Activity → Please copy out all lines of the entries that contain the word "overflow".

▽

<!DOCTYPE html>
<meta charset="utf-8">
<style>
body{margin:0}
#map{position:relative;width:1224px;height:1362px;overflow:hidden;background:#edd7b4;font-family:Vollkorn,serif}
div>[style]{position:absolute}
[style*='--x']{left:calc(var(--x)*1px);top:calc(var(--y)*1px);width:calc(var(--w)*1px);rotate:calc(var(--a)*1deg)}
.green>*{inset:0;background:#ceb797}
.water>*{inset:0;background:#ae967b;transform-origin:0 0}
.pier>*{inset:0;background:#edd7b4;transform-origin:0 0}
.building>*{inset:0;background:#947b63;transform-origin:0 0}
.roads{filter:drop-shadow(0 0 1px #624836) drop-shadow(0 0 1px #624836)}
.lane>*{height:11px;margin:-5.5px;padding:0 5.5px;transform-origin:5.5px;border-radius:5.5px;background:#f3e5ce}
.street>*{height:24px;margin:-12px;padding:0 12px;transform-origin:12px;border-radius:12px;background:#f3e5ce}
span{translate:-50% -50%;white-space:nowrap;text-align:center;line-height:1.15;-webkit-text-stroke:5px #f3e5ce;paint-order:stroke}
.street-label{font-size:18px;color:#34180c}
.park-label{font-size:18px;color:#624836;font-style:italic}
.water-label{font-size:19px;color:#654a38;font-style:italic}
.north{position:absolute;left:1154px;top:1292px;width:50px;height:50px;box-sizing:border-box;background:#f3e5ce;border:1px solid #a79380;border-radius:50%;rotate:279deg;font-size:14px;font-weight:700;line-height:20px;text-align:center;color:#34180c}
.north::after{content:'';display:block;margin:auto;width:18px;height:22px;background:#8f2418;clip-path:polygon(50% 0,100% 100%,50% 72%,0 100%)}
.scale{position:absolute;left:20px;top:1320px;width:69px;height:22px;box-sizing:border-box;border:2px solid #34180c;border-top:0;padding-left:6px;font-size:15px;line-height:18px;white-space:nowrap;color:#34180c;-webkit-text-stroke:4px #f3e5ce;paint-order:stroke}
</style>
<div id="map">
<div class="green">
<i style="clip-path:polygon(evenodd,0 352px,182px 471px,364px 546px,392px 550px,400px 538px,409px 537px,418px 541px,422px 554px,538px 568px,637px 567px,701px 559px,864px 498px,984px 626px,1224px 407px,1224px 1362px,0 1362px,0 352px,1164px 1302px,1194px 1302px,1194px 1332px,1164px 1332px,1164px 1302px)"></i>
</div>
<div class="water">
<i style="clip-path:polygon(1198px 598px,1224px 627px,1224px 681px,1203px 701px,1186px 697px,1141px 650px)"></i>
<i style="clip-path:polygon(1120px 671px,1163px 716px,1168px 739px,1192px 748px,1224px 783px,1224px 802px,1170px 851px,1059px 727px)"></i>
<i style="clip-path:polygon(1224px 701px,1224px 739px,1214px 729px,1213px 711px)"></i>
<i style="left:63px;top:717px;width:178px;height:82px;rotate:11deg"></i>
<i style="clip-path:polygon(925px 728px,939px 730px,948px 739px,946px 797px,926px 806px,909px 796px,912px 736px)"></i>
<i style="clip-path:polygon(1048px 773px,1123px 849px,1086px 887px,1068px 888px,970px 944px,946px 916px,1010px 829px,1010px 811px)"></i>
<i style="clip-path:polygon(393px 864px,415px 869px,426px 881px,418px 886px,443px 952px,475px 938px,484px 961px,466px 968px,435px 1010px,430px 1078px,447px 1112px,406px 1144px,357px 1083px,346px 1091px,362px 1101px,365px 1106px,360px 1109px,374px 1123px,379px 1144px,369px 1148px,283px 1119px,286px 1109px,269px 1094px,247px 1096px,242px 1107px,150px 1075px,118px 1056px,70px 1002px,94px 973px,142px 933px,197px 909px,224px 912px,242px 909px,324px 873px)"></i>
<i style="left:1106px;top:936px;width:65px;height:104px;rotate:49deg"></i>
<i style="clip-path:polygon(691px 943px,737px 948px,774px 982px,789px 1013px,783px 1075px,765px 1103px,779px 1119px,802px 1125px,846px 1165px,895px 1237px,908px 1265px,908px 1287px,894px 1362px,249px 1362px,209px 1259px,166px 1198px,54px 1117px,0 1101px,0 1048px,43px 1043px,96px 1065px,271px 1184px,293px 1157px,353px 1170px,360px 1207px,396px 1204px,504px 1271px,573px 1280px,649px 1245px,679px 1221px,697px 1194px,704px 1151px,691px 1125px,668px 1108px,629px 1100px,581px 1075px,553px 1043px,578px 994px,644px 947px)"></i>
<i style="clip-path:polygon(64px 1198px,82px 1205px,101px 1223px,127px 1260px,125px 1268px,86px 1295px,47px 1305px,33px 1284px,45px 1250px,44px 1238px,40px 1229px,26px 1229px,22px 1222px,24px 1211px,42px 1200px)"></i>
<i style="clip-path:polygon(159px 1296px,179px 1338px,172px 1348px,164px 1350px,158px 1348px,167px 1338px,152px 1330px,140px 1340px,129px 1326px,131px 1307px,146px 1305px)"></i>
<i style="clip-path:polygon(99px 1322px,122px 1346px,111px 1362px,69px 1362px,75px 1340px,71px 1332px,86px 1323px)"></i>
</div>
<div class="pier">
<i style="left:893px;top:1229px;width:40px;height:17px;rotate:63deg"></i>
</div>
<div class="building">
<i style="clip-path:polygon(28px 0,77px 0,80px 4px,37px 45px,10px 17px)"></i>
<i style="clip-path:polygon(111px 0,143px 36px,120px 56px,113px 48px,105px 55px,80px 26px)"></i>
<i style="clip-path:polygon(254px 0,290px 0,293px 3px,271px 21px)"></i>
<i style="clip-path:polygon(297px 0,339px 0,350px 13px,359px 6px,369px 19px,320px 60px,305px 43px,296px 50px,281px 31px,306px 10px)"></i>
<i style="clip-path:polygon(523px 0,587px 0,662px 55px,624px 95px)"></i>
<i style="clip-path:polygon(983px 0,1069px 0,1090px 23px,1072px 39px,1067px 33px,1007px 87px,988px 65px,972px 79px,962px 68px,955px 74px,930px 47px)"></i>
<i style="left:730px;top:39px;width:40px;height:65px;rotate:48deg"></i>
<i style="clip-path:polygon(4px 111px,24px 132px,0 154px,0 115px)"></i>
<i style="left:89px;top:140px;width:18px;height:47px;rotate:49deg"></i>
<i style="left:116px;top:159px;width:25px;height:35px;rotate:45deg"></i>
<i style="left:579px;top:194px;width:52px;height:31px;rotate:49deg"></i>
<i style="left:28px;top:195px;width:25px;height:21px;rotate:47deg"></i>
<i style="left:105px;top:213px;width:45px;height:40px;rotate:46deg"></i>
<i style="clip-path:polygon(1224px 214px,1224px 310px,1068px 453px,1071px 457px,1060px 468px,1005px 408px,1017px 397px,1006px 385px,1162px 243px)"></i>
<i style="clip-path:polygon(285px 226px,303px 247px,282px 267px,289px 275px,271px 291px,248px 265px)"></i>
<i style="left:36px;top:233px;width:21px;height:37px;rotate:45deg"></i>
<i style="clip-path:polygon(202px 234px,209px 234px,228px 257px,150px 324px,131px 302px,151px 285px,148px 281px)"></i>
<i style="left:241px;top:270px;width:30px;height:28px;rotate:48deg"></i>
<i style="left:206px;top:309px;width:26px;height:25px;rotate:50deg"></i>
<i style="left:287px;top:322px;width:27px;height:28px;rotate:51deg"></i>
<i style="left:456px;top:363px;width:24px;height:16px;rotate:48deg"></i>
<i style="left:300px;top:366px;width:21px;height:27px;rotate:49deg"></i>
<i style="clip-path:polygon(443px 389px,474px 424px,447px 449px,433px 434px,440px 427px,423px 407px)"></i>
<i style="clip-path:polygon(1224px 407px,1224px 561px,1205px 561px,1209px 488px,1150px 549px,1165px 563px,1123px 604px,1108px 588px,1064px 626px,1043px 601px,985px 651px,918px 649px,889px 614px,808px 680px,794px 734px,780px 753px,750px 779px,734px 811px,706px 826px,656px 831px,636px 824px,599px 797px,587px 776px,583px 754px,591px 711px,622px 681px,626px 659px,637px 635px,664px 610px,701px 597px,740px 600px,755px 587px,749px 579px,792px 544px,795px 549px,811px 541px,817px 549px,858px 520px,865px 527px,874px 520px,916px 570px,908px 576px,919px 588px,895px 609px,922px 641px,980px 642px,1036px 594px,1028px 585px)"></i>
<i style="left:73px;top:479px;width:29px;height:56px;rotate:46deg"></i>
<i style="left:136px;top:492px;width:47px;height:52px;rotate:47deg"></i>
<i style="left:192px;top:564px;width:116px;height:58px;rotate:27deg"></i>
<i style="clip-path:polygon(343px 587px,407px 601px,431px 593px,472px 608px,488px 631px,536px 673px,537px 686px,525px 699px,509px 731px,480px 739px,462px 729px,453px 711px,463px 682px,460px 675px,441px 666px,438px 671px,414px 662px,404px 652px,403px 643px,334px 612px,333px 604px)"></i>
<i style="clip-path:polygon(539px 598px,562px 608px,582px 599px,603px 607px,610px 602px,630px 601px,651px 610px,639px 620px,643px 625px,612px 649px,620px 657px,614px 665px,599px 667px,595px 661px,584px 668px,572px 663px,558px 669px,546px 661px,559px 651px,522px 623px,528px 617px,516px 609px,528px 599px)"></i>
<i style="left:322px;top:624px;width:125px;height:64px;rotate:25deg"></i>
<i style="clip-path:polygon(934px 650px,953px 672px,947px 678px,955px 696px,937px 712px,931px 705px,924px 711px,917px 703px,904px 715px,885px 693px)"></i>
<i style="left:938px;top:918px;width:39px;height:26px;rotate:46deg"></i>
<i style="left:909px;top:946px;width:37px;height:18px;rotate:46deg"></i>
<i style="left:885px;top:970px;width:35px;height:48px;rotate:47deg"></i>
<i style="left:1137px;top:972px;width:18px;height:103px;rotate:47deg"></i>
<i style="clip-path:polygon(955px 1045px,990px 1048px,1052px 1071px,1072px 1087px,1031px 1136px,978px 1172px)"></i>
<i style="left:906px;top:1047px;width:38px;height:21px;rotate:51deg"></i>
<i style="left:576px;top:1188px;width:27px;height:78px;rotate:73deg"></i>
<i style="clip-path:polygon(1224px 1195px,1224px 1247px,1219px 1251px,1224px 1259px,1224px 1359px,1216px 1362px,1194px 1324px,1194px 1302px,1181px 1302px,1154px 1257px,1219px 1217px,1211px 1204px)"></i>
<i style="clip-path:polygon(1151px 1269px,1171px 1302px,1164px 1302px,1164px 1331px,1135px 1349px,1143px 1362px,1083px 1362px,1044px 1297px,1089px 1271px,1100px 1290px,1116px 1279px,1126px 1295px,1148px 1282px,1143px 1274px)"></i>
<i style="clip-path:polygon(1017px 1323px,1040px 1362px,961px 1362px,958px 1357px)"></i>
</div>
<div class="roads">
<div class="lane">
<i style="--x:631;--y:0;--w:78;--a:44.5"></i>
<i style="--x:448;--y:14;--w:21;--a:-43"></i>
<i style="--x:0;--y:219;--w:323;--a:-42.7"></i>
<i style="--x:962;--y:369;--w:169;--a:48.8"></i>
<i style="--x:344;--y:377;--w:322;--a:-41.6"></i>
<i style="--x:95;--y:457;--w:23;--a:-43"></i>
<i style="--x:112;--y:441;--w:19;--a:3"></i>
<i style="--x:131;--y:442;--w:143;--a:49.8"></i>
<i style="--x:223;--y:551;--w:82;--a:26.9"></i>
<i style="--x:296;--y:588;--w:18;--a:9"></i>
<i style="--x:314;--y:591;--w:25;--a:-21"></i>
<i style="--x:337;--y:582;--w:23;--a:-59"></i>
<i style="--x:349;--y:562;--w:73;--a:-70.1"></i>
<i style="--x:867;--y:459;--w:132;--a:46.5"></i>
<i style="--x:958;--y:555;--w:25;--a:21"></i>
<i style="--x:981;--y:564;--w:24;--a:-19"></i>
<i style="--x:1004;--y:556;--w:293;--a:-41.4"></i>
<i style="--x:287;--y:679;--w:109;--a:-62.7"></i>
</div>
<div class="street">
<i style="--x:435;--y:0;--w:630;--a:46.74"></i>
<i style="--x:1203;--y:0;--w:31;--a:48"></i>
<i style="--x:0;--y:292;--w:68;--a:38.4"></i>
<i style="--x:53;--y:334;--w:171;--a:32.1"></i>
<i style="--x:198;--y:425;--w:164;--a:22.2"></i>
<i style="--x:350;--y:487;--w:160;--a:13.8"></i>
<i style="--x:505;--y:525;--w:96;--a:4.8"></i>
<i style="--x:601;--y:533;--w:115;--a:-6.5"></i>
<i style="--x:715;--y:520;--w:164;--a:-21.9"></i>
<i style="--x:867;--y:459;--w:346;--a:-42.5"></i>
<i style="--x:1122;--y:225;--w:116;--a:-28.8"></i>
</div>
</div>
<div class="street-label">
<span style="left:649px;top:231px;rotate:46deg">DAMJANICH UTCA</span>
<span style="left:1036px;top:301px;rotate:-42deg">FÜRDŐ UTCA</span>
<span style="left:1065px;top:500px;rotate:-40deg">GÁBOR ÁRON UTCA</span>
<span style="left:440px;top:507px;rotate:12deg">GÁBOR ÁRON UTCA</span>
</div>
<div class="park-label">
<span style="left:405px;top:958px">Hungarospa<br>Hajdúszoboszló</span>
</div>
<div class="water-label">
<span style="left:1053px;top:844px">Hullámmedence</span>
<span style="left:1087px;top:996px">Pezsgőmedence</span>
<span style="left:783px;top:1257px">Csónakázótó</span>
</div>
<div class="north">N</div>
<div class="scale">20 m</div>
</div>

△
▽

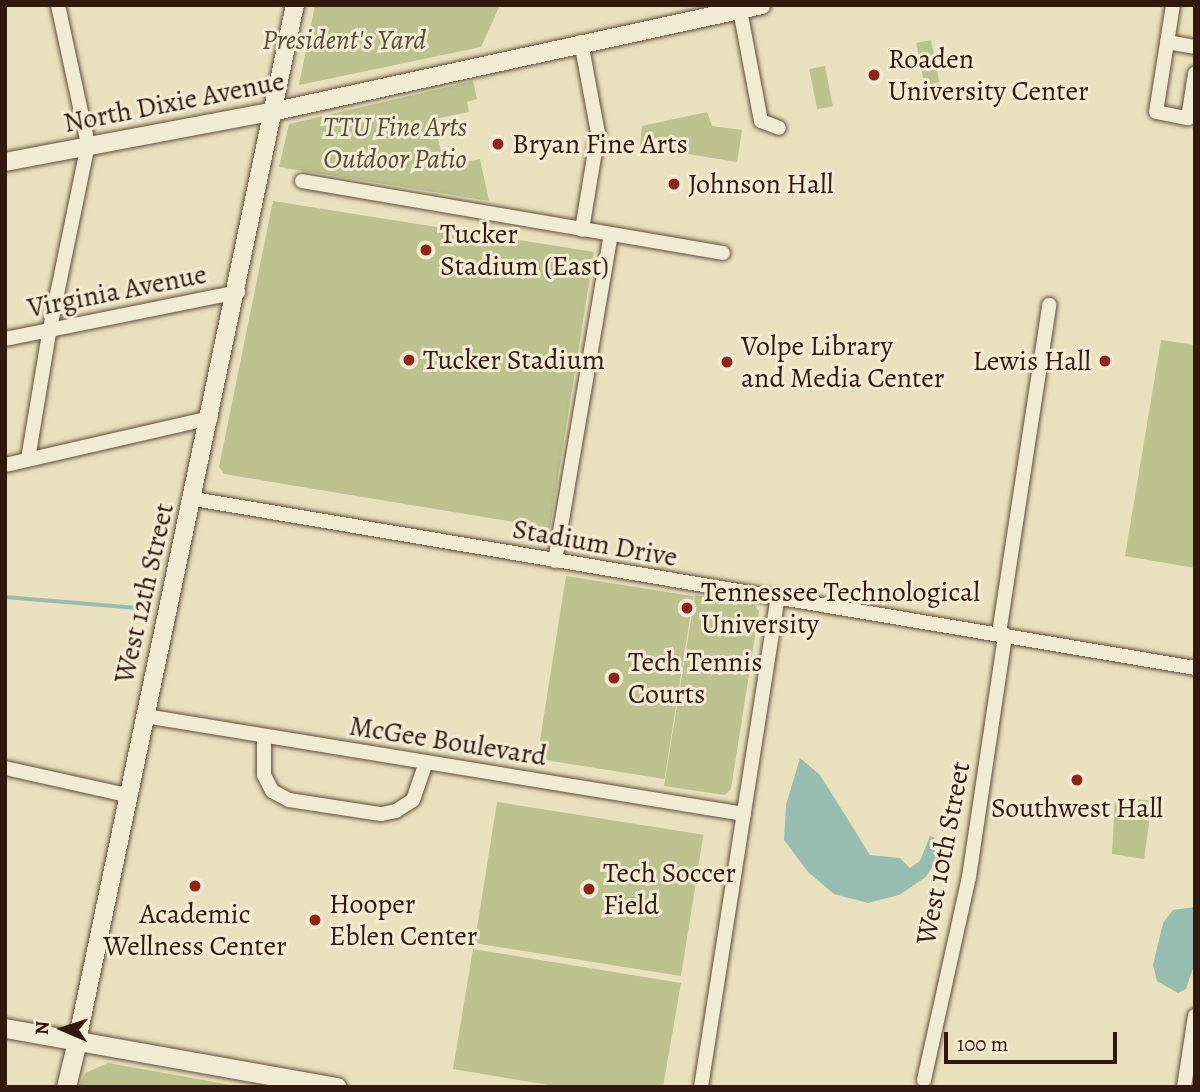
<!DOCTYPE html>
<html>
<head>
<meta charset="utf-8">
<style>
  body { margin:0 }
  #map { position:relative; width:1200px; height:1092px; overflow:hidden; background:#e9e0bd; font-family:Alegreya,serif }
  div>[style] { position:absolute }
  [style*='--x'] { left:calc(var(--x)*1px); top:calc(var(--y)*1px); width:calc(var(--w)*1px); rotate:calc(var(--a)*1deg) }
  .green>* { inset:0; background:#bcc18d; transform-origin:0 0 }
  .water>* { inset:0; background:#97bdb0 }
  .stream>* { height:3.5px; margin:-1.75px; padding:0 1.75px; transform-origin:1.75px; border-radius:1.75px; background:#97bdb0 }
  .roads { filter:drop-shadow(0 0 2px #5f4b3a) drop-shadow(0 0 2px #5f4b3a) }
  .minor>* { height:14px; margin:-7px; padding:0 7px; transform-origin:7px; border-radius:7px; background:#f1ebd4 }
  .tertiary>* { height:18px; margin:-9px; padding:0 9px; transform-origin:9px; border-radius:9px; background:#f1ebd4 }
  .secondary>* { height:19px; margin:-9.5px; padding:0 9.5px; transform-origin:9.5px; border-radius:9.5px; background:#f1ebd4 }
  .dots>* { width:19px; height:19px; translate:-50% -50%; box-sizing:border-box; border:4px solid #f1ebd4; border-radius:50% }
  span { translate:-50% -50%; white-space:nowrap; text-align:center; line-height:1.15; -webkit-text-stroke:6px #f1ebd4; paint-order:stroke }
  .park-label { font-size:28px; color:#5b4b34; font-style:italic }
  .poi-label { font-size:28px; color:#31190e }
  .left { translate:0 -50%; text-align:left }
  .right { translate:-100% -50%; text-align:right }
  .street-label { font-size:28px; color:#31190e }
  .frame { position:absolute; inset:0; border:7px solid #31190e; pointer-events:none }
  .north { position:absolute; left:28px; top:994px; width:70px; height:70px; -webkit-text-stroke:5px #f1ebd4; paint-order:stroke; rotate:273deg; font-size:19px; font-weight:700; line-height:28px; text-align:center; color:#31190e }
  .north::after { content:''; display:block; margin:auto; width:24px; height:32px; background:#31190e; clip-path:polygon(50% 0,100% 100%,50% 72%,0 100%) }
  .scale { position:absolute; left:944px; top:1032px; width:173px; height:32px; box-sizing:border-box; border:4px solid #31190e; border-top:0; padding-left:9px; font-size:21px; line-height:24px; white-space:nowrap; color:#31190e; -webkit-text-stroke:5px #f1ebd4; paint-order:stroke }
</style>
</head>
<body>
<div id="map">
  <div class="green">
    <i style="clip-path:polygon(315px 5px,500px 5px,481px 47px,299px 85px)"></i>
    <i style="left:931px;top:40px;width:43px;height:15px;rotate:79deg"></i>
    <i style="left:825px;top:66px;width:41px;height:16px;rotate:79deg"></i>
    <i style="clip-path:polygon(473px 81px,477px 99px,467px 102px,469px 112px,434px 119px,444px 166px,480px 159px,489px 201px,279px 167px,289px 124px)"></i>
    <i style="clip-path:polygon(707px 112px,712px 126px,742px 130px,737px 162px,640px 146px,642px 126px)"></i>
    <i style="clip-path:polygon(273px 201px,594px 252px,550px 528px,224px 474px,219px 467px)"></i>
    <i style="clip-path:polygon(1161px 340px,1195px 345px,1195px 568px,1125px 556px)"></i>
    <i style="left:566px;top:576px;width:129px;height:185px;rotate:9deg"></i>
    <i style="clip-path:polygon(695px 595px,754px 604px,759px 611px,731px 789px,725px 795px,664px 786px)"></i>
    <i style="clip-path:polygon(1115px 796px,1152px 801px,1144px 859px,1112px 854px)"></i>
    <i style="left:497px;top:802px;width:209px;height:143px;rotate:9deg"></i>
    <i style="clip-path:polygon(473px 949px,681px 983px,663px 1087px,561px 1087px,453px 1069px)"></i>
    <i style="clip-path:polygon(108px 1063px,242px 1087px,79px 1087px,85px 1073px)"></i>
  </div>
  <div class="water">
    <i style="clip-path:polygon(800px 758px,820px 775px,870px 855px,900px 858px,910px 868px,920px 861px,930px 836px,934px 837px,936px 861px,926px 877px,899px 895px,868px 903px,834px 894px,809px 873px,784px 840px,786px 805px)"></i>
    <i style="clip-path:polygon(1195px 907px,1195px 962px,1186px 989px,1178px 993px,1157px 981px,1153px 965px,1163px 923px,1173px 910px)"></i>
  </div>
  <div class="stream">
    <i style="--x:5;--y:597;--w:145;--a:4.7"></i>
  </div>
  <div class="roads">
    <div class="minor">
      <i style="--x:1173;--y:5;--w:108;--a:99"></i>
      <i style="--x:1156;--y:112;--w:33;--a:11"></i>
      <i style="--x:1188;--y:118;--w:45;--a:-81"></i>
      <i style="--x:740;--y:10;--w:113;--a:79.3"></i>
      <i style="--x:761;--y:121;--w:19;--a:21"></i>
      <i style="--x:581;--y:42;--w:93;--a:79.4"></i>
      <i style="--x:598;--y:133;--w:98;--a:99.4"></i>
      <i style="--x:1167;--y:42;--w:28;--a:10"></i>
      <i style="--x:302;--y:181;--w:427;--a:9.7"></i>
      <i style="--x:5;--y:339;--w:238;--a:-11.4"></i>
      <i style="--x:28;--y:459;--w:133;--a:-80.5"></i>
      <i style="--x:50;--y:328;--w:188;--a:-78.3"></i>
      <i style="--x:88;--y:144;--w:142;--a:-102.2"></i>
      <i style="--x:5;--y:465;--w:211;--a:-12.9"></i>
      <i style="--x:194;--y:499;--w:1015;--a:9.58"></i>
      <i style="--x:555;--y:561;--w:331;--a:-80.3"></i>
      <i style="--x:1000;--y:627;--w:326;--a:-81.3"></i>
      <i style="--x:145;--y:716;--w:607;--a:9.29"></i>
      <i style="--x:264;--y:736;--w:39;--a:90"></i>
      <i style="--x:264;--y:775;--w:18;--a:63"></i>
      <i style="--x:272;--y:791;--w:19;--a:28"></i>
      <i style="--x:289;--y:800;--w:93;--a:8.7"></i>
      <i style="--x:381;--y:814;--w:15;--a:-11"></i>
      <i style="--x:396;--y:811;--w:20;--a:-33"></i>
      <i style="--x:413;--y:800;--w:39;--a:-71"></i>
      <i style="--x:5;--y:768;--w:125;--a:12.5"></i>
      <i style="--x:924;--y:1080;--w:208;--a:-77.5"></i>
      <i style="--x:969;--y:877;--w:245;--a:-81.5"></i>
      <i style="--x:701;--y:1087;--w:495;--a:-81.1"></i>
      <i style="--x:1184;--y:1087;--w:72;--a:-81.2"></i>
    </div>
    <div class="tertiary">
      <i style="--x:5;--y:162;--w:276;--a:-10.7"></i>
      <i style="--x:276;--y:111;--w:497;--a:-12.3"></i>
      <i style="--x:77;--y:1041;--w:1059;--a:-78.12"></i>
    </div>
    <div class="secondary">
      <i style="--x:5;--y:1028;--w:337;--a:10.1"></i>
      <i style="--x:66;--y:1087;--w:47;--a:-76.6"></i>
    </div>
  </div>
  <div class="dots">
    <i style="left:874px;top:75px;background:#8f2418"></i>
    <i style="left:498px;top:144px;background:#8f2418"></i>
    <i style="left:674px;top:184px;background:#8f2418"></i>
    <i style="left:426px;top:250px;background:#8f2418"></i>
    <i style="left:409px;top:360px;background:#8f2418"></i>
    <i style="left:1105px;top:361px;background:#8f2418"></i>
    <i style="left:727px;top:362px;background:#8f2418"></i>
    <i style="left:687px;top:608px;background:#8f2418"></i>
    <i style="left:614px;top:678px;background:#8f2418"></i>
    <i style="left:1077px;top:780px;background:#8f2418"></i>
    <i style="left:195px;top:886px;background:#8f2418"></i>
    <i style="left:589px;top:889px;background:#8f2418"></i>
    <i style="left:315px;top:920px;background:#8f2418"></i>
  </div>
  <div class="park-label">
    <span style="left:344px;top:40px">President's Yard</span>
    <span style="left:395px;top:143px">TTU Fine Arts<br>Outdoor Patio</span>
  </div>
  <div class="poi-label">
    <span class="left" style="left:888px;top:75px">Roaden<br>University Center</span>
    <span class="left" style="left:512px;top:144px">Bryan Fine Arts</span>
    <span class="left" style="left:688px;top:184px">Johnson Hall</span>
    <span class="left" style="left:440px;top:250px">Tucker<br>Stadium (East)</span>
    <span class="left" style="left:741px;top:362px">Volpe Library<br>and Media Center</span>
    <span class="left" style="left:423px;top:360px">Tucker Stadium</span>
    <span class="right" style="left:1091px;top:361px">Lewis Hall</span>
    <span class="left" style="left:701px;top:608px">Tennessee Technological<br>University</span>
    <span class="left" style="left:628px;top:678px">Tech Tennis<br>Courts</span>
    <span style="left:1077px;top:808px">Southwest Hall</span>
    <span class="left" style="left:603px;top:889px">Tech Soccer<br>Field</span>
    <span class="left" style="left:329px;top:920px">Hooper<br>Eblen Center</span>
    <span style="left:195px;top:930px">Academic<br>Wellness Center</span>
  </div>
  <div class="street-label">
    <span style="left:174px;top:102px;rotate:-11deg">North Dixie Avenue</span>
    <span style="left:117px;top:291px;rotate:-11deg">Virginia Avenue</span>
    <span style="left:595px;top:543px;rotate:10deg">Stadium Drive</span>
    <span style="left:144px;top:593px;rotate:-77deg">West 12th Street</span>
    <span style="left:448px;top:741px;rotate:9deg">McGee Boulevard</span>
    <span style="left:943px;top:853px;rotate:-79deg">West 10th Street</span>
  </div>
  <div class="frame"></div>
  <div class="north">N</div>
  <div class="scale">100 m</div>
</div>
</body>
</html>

△

Expected answer →
#map{position:relative;width:1224px;height:1362px;overflow:hidden;background:#edd7b4;font-family:Vollkorn,serif}
  #map { position:relative; width:1200px; height:1092px; overflow:hidden; background:#e9e0bd; font-family:Alegreya,serif }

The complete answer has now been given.